> [EXERCISE GOAL]
Your task is to write out all of the records once more, exactly.

> [Collected data]

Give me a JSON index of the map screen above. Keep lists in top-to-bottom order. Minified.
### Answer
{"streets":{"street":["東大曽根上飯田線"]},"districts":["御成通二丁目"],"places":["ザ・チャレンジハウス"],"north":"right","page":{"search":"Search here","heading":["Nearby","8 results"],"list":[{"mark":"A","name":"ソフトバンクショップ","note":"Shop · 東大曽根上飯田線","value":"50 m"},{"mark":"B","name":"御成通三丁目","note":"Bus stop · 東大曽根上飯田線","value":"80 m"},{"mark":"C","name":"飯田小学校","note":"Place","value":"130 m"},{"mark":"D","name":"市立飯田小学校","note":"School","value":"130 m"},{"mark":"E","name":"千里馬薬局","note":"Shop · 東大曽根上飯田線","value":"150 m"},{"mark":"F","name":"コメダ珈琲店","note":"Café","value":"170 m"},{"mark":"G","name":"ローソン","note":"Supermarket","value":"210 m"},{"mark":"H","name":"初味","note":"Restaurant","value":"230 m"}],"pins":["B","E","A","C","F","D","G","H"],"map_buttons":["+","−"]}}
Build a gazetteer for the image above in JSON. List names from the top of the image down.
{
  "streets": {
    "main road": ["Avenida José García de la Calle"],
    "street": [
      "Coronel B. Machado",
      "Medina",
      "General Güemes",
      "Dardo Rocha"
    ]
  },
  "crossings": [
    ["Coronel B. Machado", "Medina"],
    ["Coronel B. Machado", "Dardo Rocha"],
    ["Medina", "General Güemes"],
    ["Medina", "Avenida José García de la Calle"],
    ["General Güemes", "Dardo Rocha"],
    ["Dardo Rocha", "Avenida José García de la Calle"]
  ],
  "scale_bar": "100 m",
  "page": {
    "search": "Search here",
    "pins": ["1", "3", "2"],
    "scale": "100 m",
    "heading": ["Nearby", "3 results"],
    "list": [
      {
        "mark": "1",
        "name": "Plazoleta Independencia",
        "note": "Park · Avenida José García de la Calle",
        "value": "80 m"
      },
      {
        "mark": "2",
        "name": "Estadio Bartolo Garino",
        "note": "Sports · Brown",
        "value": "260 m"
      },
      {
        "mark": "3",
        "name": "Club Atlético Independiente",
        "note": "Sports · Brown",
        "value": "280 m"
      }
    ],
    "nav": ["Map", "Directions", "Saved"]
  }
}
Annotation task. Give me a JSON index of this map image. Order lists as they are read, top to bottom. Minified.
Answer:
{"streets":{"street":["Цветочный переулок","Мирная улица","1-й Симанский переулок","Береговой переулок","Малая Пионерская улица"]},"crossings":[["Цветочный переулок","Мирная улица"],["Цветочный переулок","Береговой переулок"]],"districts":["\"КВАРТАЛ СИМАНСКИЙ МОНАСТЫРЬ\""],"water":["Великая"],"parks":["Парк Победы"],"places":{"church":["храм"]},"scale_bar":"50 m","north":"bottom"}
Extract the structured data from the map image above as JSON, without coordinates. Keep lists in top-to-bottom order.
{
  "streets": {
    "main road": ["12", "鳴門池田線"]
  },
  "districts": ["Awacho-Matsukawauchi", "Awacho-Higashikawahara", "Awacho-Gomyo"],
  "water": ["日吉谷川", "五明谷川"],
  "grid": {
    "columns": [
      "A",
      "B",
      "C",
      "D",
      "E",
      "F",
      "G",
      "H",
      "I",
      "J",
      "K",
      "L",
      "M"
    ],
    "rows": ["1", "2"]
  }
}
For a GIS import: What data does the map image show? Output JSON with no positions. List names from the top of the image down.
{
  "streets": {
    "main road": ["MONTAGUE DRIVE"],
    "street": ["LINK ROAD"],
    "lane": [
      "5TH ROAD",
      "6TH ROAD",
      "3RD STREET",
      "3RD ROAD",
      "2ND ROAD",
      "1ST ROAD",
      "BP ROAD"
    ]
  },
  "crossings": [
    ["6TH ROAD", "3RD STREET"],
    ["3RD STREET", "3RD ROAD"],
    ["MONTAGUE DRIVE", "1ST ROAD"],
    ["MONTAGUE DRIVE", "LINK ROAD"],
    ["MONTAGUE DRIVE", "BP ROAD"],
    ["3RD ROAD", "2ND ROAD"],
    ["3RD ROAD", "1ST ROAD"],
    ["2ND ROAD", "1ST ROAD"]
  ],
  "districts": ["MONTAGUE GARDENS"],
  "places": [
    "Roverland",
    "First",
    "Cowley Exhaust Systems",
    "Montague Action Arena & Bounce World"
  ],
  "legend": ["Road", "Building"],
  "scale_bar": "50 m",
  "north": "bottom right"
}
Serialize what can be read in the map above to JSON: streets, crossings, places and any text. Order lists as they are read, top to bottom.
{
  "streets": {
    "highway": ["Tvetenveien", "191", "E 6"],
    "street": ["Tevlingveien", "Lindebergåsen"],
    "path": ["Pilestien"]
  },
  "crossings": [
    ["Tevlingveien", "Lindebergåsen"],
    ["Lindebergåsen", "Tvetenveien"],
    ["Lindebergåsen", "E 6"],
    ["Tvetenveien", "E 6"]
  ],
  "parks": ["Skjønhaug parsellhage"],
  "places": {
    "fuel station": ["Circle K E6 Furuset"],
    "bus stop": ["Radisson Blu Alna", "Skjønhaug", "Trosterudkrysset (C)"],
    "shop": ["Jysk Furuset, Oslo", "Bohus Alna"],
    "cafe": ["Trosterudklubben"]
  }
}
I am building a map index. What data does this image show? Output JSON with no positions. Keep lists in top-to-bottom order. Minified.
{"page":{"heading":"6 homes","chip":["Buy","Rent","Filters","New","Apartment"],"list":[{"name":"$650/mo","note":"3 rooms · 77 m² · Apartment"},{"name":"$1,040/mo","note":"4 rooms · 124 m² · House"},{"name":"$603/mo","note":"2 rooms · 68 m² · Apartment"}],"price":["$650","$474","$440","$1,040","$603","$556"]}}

> [RESPONSE FOR THIS EXERCISE]
Give me a JSON index of the map screen above. Keep lists in top-to-bottom order. Minified.
### Answer
{"streets":{"street":["東大曽根上飯田線"]},"districts":["御成通二丁目"],"places":["ザ・チャレンジハウス"],"north":"right","page":{"search":"Search here","heading":["Nearby","8 results"],"list":[{"mark":"A","name":"ソフトバンクショップ","note":"Shop · 東大曽根上飯田線","value":"50 m"},{"mark":"B","name":"御成通三丁目","note":"Bus stop · 東大曽根上飯田線","value":"80 m"},{"mark":"C","name":"飯田小学校","note":"Place","value":"130 m"},{"mark":"D","name":"市立飯田小学校","note":"School","value":"130 m"},{"mark":"E","name":"千里馬薬局","note":"Shop · 東大曽根上飯田線","value":"150 m"},{"mark":"F","name":"コメダ珈琲店","note":"Café","value":"170 m"},{"mark":"G","name":"ローソン","note":"Supermarket","value":"210 m"},{"mark":"H","name":"初味","note":"Restaurant","value":"230 m"}],"pins":["B","E","A","C","F","D","G","H"],"map_buttons":["+","−"]}}
Build a gazetteer for the image above in JSON. List names from the top of the image down.
{
  "streets": {
    "main road": ["Avenida José García de la Calle"],
    "street": [
      "Coronel B. Machado",
      "Medina",
      "General Güemes",
      "Dardo Rocha"
    ]
  },
  "crossings": [
    ["Coronel B. Machado", "Medina"],
    ["Coronel B. Machado", "Dardo Rocha"],
    ["Medina", "General Güemes"],
    ["Medina", "Avenida José García de la Calle"],
    ["General Güemes", "Dardo Rocha"],
    ["Dardo Rocha", "Avenida José García de la Calle"]
  ],
  "scale_bar": "100 m",
  "page": {
    "search": "Search here",
    "pins": ["1", "3", "2"],
    "scale": "100 m",
    "heading": ["Nearby", "3 results"],
    "list": [
      {
        "mark": "1",
        "name": "Plazoleta Independencia",
        "note": "Park · Avenida José García de la Calle",
        "value": "80 m"
      },
      {
        "mark": "2",
        "name": "Estadio Bartolo Garino",
        "note": "Sports · Brown",
        "value": "260 m"
      },
      {
        "mark": "3",
        "name": "Club Atlético Independiente",
        "note": "Sports · Brown",
        "value": "280 m"
      }
    ],
    "nav": ["Map", "Directions", "Saved"]
  }
}
Annotation task. Give me a JSON index of this map image. Order lists as they are read, top to bottom. Minified.
Answer:
{"streets":{"street":["Цветочный переулок","Мирная улица","1-й Симанский переулок","Береговой переулок","Малая Пионерская улица"]},"crossings":[["Цветочный переулок","Мирная улица"],["Цветочный переулок","Береговой переулок"]],"districts":["\"КВАРТАЛ СИМАНСКИЙ МОНАСТЫРЬ\""],"water":["Великая"],"parks":["Парк Победы"],"places":{"church":["храм"]},"scale_bar":"50 m","north":"bottom"}
Extract the structured data from the map image above as JSON, without coordinates. Keep lists in top-to-bottom order.
{
  "streets": {
    "main road": ["12", "鳴門池田線"]
  },
  "districts": ["Awacho-Matsukawauchi", "Awacho-Higashikawahara", "Awacho-Gomyo"],
  "water": ["日吉谷川", "五明谷川"],
  "grid": {
    "columns": [
      "A",
      "B",
      "C",
      "D",
      "E",
      "F",
      "G",
      "H",
      "I",
      "J",
      "K",
      "L",
      "M"
    ],
    "rows": ["1", "2"]
  }
}
For a GIS import: What data does the map image show? Output JSON with no positions. List names from the top of the image down.
{
  "streets": {
    "main road": ["MONTAGUE DRIVE"],
    "street": ["LINK ROAD"],
    "lane": [
      "5TH ROAD",
      "6TH ROAD",
      "3RD STREET",
      "3RD ROAD",
      "2ND ROAD",
      "1ST ROAD",
      "BP ROAD"
    ]
  },
  "crossings": [
    ["6TH ROAD", "3RD STREET"],
    ["3RD STREET", "3RD ROAD"],
    ["MONTAGUE DRIVE", "1ST ROAD"],
    ["MONTAGUE DRIVE", "LINK ROAD"],
    ["MONTAGUE DRIVE", "BP ROAD"],
    ["3RD ROAD", "2ND ROAD"],
    ["3RD ROAD", "1ST ROAD"],
    ["2ND ROAD", "1ST ROAD"]
  ],
  "districts": ["MONTAGUE GARDENS"],
  "places": [
    "Roverland",
    "First",
    "Cowley Exhaust Systems",
    "Montague Action Arena & Bounce World"
  ],
  "legend": ["Road", "Building"],
  "scale_bar": "50 m",
  "north": "bottom right"
}
Serialize what can be read in the map above to JSON: streets, crossings, places and any text. Order lists as they are read, top to bottom.
{
  "streets": {
    "highway": ["Tvetenveien", "191", "E 6"],
    "street": ["Tevlingveien", "Lindebergåsen"],
    "path": ["Pilestien"]
  },
  "crossings": [
    ["Tevlingveien", "Lindebergåsen"],
    ["Lindebergåsen", "Tvetenveien"],
    ["Lindebergåsen", "E 6"],
    ["Tvetenveien", "E 6"]
  ],
  "parks": ["Skjønhaug parsellhage"],
  "places": {
    "fuel station": ["Circle K E6 Furuset"],
    "bus stop": ["Radisson Blu Alna", "Skjønhaug", "Trosterudkrysset (C)"],
    "shop": ["Jysk Furuset, Oslo", "Bohus Alna"],
    "cafe": ["Trosterudklubben"]
  }
}
I am building a map index. What data does this image show? Output JSON with no positions. Keep lists in top-to-bottom order. Minified.
{"page":{"heading":"6 homes","chip":["Buy","Rent","Filters","New","Apartment"],"list":[{"name":"$650/mo","note":"3 rooms · 77 m² · Apartment"},{"name":"$1,040/mo","note":"4 rooms · 124 m² · House"},{"name":"$603/mo","note":"2 rooms · 68 m² · Apartment"}],"price":["$650","$474","$440","$1,040","$603","$556"]}}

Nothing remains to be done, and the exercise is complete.